2. Long-run Trends are Positive
The longer-run trends are highly encouraging. Over the course of 101 months of job growth since October 2010, job gains have accelerated, not slowed. The most recent three-month average of 186,000 is still far higher than the number we need to keep pace with population growth.
3. Unemployment is Stable at Historic Lows
Unemployment has fallen steadily since the recession, and even at 3.8% it still may not have bottomed yet, according to the February jobs report. That’s because employers remain hungry for workers.

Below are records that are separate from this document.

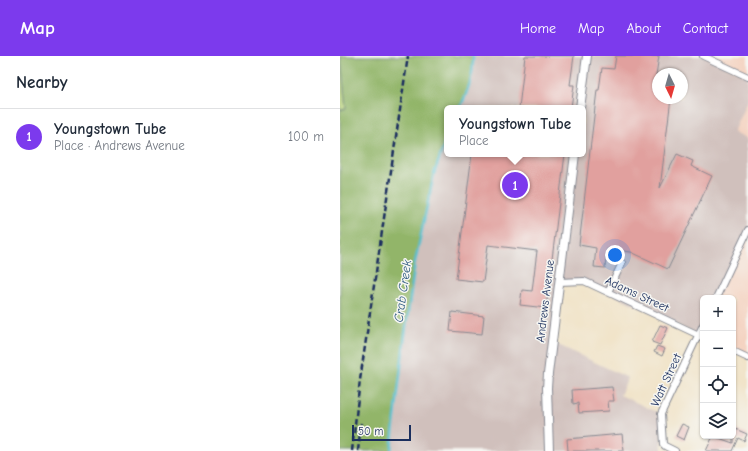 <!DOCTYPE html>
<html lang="en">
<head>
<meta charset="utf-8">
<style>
	:root { --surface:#fff; --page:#f6f6f7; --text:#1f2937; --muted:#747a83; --line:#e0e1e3; --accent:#7c3aed }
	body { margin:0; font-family:"Comic Neue",sans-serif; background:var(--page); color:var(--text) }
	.controls { position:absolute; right:12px; bottom:12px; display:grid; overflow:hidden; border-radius:6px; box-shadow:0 1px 3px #0004 }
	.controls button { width:36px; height:36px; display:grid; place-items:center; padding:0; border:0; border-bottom:1px solid var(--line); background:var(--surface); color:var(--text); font:20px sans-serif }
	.compass { position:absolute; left:312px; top:12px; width:36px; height:36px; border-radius:50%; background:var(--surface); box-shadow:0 1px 3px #0004; rotate:175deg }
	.scale { position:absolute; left:12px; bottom:10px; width:59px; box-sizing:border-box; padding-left:4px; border:2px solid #1b2f5e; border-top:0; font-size:11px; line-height:14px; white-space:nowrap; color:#1b2f5e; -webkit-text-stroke:3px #f6f6f2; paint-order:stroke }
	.you { position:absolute; left:275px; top:199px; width:14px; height:14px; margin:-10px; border:3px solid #fff; border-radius:50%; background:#1a73e8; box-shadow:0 0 0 6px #1a73e833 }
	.badge { display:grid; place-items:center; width:26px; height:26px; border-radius:50%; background:var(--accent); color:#fff; font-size:13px; font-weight:700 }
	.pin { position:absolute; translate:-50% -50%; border:2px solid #fff; box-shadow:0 1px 4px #0006 }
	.popup { position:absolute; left:104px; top:49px; width:142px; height:52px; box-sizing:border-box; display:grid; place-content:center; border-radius:6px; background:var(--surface); filter:drop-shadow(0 1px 3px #0005); font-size:13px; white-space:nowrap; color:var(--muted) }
	.popup b { font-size:15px; color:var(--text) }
	.popup::after { content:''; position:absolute; left:50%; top:100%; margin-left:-8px; border:8px solid transparent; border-top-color:var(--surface) }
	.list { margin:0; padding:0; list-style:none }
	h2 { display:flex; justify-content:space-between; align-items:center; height:52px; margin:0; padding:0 16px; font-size:17px }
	h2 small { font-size:13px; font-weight:400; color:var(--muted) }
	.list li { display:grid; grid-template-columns:26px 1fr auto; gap:12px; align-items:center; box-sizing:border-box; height:56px; padding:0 16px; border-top:1px solid var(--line) }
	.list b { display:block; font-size:15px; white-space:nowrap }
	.list p { margin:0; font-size:13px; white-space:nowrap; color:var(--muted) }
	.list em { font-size:13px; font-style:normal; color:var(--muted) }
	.icon { flex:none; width:22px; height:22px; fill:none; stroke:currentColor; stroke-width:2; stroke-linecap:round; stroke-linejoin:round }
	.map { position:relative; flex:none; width:408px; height:395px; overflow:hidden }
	header { display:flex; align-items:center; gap:24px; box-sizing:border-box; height:56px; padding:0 20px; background:var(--accent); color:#fff }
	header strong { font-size:19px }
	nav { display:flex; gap:22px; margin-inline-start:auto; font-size:14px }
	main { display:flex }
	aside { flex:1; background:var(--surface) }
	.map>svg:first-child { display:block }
</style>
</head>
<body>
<header>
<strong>Map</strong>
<nav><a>Home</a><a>Map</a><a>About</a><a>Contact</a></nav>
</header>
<main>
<aside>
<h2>Nearby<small></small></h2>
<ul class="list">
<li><span class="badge">1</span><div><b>Youngstown Tube</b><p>Place · Andrews Avenue</p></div><em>100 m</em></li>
</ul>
</aside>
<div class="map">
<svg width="408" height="395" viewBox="0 0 408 395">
	<rect width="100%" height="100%" fill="#f6f6f2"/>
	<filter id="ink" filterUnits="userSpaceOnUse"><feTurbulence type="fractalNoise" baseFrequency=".025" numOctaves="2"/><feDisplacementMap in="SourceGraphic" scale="8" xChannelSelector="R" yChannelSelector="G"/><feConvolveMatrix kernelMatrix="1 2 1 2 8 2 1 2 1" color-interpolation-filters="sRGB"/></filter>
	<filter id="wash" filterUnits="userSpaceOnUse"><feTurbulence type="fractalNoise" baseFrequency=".012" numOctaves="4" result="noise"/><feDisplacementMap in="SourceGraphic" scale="16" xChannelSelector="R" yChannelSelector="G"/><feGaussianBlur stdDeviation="0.9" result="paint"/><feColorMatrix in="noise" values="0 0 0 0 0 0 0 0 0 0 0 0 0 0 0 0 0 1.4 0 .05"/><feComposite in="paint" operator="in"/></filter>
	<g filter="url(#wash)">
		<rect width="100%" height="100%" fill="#f0e1c3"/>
		<path fill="#f4d3c1" d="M 363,0 L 408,0 L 408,21 Z
			M 408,45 L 408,82 L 394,76 Z
			M 404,184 L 408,186 L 408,301 L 393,295 L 393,242 L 376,242 Z"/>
		<path fill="#d0c0bc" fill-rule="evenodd" d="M 133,0 L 363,0 L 408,21 L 408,45 L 394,76 L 408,82 L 408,174 L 376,242 L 363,242 L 363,269 L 359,279 L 244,225 L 220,226 L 212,286 L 288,322 L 280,339 L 321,358 L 322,395 L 51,395 L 64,286 L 75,206 L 94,118 L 107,77 L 107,98 L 243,98 L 243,52 L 120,52 L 125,43 ZM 318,18 L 342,18 L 342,42 L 318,42 Z"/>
		<path fill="#b8d379" stroke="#6a816c" d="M 0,0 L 6,53 L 0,54 Z"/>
		<path fill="#92b569" stroke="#567264" d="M 1,0 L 133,0 C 133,18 128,36 120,52 L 107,52 L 107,80 L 94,118 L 75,206 L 64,286 L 51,395 L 0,395 L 0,54 L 6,53 Z"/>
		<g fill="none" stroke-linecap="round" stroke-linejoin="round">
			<path stroke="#55bfd1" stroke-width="2.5" d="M 120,52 C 128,36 134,18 133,0
				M 51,395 L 64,286 L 75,206 L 94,118 L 107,80"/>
		</g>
		<g id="blocks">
			<path fill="#e1a09e" d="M 185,0 L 234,0 L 230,29 L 234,29 L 231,52 L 179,52 Z
				M 276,0 L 319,0 L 316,19 L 318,19 L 318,42 L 331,42 L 320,132 L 337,98 L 353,105 L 351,110 L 372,120 L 328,213 L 291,196 L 267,193 L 265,212 L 254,211 L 256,192 L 239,189 L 257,34 L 259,34 L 262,12 L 274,13 Z
				M 132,98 L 225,98 L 206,252 L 180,249 L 182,234 L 192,235 L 197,195 L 148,189 L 143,226 L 116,223 Z
				M 112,256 L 144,260 L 142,278 L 110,275 Z
				M 320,269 L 328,272 L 320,289 L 312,286 Z
				M 317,290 L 325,293 L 322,300 L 314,296 Z
				M 272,331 L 274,345 L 268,345 L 269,355 L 239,357 L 238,347 L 233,348 L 232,334 Z
				M 342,368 L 349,371 L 344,384 L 336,380 Z
				M 393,372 L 407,378 L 404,385 L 398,382 L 392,395 L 366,395 L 373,380 L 393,387 Z
				M 282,378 L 284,395 L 228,395 L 227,383 Z"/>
		</g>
	</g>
	<g filter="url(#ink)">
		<use href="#blocks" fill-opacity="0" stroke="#868890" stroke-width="1"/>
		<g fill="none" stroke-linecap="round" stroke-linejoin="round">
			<defs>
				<path id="minor" d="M 363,0 L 408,21
					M 219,226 L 244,225 L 363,281
					M 268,236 L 282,207
					M 376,242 L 408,174
					M 393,295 L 408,302
					M 335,395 L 325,390 L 323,388 L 321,358 L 363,269"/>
				<path id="tertiary" d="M 240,52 L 247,0
					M 209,395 L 207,332 L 208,318 L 235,98"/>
			</defs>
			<use href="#minor" stroke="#868890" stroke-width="8"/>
			<use href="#tertiary" stroke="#868890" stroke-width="10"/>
			<use href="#minor" stroke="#fff" stroke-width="6"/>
			<use href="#tertiary" stroke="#fff" stroke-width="8"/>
			<path stroke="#1b2f5e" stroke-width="2.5" stroke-dasharray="6 3" stroke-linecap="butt" d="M 12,395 L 20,324 L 68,0
				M 18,395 L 21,367"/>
		</g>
	</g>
	<g text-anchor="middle" stroke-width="3" stroke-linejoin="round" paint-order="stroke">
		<g font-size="12" fill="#1b2f5e" stroke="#f6f6f2">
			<text transform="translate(297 238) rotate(25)" y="4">Adams Street</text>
			<text transform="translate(205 245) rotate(-83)" y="4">Andrews Avenue</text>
			<text transform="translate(326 324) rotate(-65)" y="4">Watt Street</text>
		</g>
		<g font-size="13" font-style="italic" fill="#2c5a80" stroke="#f6f6f2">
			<text transform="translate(62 235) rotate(-82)" y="5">Crab Creek</text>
		</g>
	</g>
</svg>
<div class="controls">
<button>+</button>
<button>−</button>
<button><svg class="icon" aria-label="locate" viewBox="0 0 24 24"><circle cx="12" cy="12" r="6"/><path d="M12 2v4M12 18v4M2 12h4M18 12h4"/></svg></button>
<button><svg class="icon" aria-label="layers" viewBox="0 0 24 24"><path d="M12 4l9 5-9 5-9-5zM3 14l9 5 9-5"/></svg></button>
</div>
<svg class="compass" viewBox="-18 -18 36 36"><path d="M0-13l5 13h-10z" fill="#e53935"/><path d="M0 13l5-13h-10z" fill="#747a83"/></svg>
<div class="scale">50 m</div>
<div class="you"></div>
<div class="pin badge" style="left:175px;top:129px">1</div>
<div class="popup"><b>Youngstown Tube</b>Place</div>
</div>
</main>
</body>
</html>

Evidence from our online employment marketplace suggests that tight labor markets and surging business orders are encouraging employers to take a chance on workers who would otherwise have a relatively high chance of being unemployed.
Over the past year on ZipRecruiter, the share of entry-level job postings that require no prior experience has risen from 10.7% to 14.7%. In the meanwhile, the share of postings requiring high school completion has fallen from 12.7% to 9.6%.
4. Nominal Wage Growth is the Highest it has Been in a Decade
Another encouraging sign is that nominal wages are growing at 3.4%, the fastest rate in almost a decade. With inflation holding fairly steady, below the Fed’s target of 2%, that means workers are seeing real increases in their incomes and purchasing power.
Of course, compensation is more than just wages. In fact, raising wages is often the last thing employers are prepared to do since many are nervous that higher payroll costs will make it more difficult for them to survive the next downturn.
Job postings on ZipRecruiter make it clear that employers are using multiple strategies, in addition to higher wages, to attract and retain workers. That should translate into lower expenses for workers and higher job satisfaction.
Between 2017 and 2018, the number of job postings offering tuition reimbursement rose 96%; those offering flexible schedules rose 110%; those offering store discounts rose 110%; those offering 401k matching rose 120%, and those advertising catered lunches rose 178%.
5. Other Economic Indicators in February Were Strong
One final reason to breathe easy, for now, is that the other economic reports out last week showed a surge in February, not a slump. For example, the Conference Board’s consumer confidence index rebounded to 131.4 in February following a decline to 121.7 in January. Similarly, the MNI Chicago Business Barometer also rose to 64.7 in February, up 8.0 points from January’s 56.7, with new orders surging to a 3-month high.
The service sector also registered strong performance in February. The IHS Markit Services PMI registered the steepest rise in business activity in seven months in Feb (56.0 up from 54.2 in Jan) and highest employment growth in five months. Similarly, even though the employment growth component was a bit weaker, the ISM Non-Manufacturing Index rose to a very healthy 59.7, boosted by big increases in new orders (up to 65.2 from 57.7) and business activity (64.7 from 59.7).
Manufacturing reports were mixed. While the ISM Manufacturing index declined slightly, it still showed new orders, production, and employment expanding, albeit at a slower rate. Meanwhile, the Dallas Fed Manufacturing Outlook Survey’s employment index rebounded to 12.6 in February, up from 6.6 in January, and showed employment growth accelerating, not slowing. Finally, the IHS Markit U.S. Sector PMI showed consumer goods output growth at a nine-month high.
While observers are on the lookout for signs of the next recession, a fluctuation in a noisy series not corroborated by other economic data is not it. Labor market gains are likely to continue for the foreseeable future, buoyed by rapid wage growth, high consumer confidence, and strong consumer demand.
Against that backdrop, businesses are positive about their own firms’ outlook for the coming year and many foresee strong growth. On top of that, after two years of contractionary policies in Canada, Europe, and China, central banks worldwide are hitting the pause button and telling businesses what they want to hear.